履かないものをそれでも捨てずに隅に置きながら人は生きてゆくものなのだなと、家に入れない僕は冷たい石に直に座りながら思う。

それは家があって親もいる僕のショートトリップだった。
家のない親のいない子供が見ている景色というのはもしかしたらこういうものなのかもしれない。

その時、あと少しで凍えてしまうかもしれないと思いながら、僕はあのブーツを思い出す。玄関の前に座っているのだから、そのブーツは玄関のガラスの引き戸を隔ててすぐそこにあったのだけど、そのブーツについて思い浮かべる。

母は、あのブーツを履いてどこかへ行ってしまいたいのではないだろうか?

寒さに晒されて感覚がおかしくなってくる中で、人が考えることなど冷静でも、客観的でも、公平でも、公正でも、ない。

人を冷やすものは、物理的な温度ではない。正確にいえば、物理的な温度なのだけど、でも、物理的な温度ではない。それは、母親がこの寒さの中に子供を放置して平気であるという事実の方である。その時間が長ければ長いだけ僕の心の芯を冷やした。

どこぞの、子供のくせに弁の立つ子供が、長ったらしい恨み言をつらつらと書いているだけで、親がたまたまうっかりと帰る時間を間違えたのだろうと考えることもできる。

……それで、いいのである。人生はそれでいいのだ。

寒さの中から現在の暖かい秋の日の午後に戻り、ぼんやりと考える。

人間は、幼少時の記憶を上書き修正しながら生きていく。あの時の自分は考えすぎだったなと、くすりと笑いながら歩き出す。そういうものだ。

ただ、一度や二度ではなかったのである。

「ごめんねー」

笑いながら明るく帰ってくる。その瞬間に呪いは完全に溶けて、自分は親などいない、家などない、そんな世界を妄想するショートトリップから帰り、現実に戻ってくる。しかし、これがうららかな日に起こったことなら、こんなにくどくどと語りはしない。東北の冬の真っ只中に何度も子供を家の外に放置することなど、普通ならしない。

普通の母親ならしない。
あの時、母は確実に、あのブーツを履いてどこか別のところへ行っていた。僕が家のない子供としてやはり別のところへ行っていたように、母もあのブーツを履いて母ではない何かになって別のところへ行っていた。
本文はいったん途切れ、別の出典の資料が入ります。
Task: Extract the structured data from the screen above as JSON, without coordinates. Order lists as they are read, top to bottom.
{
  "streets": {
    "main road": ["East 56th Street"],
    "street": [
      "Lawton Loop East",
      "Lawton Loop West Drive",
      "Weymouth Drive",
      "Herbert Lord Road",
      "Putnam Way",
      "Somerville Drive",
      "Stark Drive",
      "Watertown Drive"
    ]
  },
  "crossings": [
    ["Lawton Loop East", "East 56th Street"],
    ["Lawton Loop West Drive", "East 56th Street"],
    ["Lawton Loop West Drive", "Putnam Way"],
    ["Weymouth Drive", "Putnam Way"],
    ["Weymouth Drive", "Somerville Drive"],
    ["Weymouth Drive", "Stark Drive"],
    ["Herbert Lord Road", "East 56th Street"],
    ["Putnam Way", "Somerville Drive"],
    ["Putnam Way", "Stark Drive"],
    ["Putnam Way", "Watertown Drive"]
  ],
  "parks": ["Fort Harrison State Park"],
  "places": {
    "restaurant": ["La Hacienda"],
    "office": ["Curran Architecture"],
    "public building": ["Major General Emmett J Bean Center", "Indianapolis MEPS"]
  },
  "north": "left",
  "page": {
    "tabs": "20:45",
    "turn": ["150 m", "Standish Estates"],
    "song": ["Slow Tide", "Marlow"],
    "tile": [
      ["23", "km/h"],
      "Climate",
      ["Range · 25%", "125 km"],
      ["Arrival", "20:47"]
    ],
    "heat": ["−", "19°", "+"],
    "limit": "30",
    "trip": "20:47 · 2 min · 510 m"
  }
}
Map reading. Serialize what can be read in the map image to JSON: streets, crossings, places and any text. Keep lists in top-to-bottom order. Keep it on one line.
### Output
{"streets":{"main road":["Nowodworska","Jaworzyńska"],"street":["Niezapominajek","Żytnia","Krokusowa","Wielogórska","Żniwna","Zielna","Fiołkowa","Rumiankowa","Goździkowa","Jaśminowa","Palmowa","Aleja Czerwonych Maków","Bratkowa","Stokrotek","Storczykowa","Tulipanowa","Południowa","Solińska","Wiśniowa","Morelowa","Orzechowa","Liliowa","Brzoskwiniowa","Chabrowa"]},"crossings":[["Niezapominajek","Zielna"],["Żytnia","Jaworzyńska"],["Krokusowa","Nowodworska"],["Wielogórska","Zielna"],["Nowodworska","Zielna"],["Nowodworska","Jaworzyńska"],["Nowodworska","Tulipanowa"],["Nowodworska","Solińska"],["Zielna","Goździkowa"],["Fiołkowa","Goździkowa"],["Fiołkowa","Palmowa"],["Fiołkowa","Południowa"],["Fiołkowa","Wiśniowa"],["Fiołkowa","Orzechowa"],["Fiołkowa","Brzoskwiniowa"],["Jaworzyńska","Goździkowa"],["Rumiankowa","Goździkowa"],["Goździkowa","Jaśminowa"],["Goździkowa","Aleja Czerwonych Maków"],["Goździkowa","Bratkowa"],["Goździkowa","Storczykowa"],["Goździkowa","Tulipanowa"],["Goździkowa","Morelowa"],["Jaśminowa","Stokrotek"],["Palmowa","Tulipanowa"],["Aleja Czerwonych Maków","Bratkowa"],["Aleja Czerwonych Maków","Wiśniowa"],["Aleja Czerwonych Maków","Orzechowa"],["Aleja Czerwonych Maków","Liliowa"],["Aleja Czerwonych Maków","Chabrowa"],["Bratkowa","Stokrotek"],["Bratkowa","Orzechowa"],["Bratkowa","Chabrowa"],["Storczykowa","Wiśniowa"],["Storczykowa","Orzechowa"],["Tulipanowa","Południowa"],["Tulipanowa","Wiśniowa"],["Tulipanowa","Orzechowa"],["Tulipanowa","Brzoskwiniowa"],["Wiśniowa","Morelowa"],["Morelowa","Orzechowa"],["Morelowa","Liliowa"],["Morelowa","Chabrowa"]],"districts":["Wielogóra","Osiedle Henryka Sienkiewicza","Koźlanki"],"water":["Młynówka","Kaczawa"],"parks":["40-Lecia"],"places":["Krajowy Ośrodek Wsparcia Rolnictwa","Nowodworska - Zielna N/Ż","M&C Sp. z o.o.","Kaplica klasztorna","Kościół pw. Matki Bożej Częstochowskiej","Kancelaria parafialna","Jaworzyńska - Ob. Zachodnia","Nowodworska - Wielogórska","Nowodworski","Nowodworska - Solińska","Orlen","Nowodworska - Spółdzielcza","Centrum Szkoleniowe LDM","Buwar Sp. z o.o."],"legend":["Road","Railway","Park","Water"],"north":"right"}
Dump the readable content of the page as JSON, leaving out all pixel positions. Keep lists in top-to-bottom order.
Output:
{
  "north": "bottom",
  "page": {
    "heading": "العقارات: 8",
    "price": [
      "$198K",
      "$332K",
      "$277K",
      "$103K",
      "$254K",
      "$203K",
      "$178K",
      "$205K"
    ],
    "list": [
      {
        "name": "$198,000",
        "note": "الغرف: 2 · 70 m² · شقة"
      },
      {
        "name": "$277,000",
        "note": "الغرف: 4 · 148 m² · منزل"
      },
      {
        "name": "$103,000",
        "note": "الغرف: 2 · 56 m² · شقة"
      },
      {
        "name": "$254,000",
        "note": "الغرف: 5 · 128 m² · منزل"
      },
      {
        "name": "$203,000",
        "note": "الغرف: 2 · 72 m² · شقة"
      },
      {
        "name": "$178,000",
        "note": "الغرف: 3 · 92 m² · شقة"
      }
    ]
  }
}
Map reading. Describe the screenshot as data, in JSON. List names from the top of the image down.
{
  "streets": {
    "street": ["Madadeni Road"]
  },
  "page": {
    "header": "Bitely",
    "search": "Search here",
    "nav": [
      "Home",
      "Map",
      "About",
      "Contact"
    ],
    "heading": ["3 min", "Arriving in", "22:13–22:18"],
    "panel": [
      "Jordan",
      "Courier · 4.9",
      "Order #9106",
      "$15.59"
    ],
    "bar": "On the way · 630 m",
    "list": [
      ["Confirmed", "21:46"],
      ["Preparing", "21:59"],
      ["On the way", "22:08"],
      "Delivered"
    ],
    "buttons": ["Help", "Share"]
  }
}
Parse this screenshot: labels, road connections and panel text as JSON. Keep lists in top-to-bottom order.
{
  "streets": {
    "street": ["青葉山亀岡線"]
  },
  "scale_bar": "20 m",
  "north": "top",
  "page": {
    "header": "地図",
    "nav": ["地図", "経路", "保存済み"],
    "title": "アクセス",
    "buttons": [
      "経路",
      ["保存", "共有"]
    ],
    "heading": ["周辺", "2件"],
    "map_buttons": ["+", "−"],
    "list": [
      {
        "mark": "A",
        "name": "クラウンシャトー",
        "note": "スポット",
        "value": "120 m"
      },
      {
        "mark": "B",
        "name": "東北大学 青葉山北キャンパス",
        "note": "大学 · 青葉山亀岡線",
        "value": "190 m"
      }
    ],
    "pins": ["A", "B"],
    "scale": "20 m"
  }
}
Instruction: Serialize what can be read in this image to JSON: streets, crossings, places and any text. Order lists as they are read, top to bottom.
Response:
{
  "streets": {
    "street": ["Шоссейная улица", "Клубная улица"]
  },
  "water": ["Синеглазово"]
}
でも、それは短い時間の出来事で母も僕もその別のところから毎回帰ってきたし、少し経てば、僕は鍵を持つ。だから、そんな白昼夢を見ることも無くなった。

普通なら、このまま、終わるはずだった。
大抵の人は多分、多かれ少なかれ、似たような記憶を持っている。しかし、上書き保存してなかったことにして生きていくだろう。それが正しい。

しかし、なかったことにした記憶はそれでもそこに隠れていて、そして、自分に影響を与えてくる。大人になった今でもずっと。

僕は無気力に生きている。
あの一瞬、寒さの中に一時的に母に捨てられた記憶は、今も僕の心の奥の一部を冷やし続けている。人間を冷やすものとはそういう記憶である。

母親が蜘蛛だと言って造形をした画家の気持ちがよくわかる。彼女が造っているのは立体なので、画家といっても正しくないのだろうけど。

人間はきっと、言葉にしないような、あるいは形にしないような原体験を持っている。一部の人間だけがそれを形にする。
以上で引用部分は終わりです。